* _REQUIRED ACTION_
Write the records out once more. Leave each line exactly as given.

══ ENTRIES SHOWN ══

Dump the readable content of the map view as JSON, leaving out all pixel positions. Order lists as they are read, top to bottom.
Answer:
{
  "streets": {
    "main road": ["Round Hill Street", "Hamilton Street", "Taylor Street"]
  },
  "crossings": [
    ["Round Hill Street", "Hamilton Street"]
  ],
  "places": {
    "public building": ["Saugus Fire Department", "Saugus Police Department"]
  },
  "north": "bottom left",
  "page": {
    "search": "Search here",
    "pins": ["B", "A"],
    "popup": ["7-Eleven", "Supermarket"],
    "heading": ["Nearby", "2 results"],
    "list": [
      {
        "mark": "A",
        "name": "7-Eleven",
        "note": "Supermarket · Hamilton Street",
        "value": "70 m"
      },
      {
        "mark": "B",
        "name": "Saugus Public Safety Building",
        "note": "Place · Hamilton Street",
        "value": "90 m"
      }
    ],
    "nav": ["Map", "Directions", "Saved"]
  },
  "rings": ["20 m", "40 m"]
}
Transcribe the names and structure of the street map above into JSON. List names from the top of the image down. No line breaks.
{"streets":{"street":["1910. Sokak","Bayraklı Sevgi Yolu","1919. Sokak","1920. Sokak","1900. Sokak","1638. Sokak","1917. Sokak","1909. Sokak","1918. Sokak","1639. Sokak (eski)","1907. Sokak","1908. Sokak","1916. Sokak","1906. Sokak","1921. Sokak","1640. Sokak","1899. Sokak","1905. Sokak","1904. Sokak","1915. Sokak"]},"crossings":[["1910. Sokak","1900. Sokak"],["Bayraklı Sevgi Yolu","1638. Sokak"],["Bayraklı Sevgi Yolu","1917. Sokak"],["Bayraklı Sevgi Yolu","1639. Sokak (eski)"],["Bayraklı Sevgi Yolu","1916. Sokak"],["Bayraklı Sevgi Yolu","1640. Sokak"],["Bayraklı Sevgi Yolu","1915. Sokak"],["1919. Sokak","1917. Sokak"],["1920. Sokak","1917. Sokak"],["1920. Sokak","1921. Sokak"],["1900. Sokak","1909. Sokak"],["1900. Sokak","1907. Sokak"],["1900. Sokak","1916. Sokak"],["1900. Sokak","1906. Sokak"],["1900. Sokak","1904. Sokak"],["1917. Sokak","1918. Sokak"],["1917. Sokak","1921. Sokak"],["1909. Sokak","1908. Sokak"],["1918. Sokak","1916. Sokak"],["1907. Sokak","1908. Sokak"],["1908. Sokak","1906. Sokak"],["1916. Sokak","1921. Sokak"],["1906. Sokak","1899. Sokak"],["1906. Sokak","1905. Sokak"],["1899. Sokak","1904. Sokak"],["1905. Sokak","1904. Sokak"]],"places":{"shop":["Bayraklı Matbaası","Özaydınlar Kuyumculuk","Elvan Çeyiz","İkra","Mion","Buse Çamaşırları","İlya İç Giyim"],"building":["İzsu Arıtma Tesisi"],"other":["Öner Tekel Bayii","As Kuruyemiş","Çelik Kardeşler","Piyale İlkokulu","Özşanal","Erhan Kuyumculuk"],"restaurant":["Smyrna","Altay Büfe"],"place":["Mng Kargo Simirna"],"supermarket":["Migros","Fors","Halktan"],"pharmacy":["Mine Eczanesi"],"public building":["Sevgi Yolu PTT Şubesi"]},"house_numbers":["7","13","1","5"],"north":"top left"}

═══

* _RESPONSE TO THIS TASK_
Dump the readable content of the map view as JSON, leaving out all pixel positions. Order lists as they are read, top to bottom.
Answer:
{
  "streets": {
    "main road": ["Round Hill Street", "Hamilton Street", "Taylor Street"]
  },
  "crossings": [
    ["Round Hill Street", "Hamilton Street"]
  ],
  "places": {
    "public building": ["Saugus Fire Department", "Saugus Police Department"]
  },
  "north": "bottom left",
  "page": {
    "search": "Search here",
    "pins": ["B", "A"],
    "popup": ["7-Eleven", "Supermarket"],
    "heading": ["Nearby", "2 results"],
    "list": [
      {
        "mark": "A",
        "name": "7-Eleven",
        "note": "Supermarket · Hamilton Street",
        "value": "70 m"
      },
      {
        "mark": "B",
        "name": "Saugus Public Safety Building",
        "note": "Place · Hamilton Street",
        "value": "90 m"
      }
    ],
    "nav": ["Map", "Directions", "Saved"]
  },
  "rings": ["20 m", "40 m"]
}
Transcribe the names and structure of the street map above into JSON. List names from the top of the image down. No line breaks.
{"streets":{"street":["1910. Sokak","Bayraklı Sevgi Yolu","1919. Sokak","1920. Sokak","1900. Sokak","1638. Sokak","1917. Sokak","1909. Sokak","1918. Sokak","1639. Sokak (eski)","1907. Sokak","1908. Sokak","1916. Sokak","1906. Sokak","1921. Sokak","1640. Sokak","1899. Sokak","1905. Sokak","1904. Sokak","1915. Sokak"]},"crossings":[["1910. Sokak","1900. Sokak"],["Bayraklı Sevgi Yolu","1638. Sokak"],["Bayraklı Sevgi Yolu","1917. Sokak"],["Bayraklı Sevgi Yolu","1639. Sokak (eski)"],["Bayraklı Sevgi Yolu","1916. Sokak"],["Bayraklı Sevgi Yolu","1640. Sokak"],["Bayraklı Sevgi Yolu","1915. Sokak"],["1919. Sokak","1917. Sokak"],["1920. Sokak","1917. Sokak"],["1920. Sokak","1921. Sokak"],["1900. Sokak","1909. Sokak"],["1900. Sokak","1907. Sokak"],["1900. Sokak","1916. Sokak"],["1900. Sokak","1906. Sokak"],["1900. Sokak","1904. Sokak"],["1917. Sokak","1918. Sokak"],["1917. Sokak","1921. Sokak"],["1909. Sokak","1908. Sokak"],["1918. Sokak","1916. Sokak"],["1907. Sokak","1908. Sokak"],["1908. Sokak","1906. Sokak"],["1916. Sokak","1921. Sokak"],["1906. Sokak","1899. Sokak"],["1906. Sokak","1905. Sokak"],["1899. Sokak","1904. Sokak"],["1905. Sokak","1904. Sokak"]],"places":{"shop":["Bayraklı Matbaası","Özaydınlar Kuyumculuk","Elvan Çeyiz","İkra","Mion","Buse Çamaşırları","İlya İç Giyim"],"building":["İzsu Arıtma Tesisi"],"other":["Öner Tekel Bayii","As Kuruyemiş","Çelik Kardeşler","Piyale İlkokulu","Özşanal","Erhan Kuyumculuk"],"restaurant":["Smyrna","Altay Büfe"],"place":["Mng Kargo Simirna"],"supermarket":["Migros","Fors","Halktan"],"pharmacy":["Mine Eczanesi"],"public building":["Sevgi Yolu PTT Şubesi"]},"house_numbers":["7","13","1","5"],"north":"top left"}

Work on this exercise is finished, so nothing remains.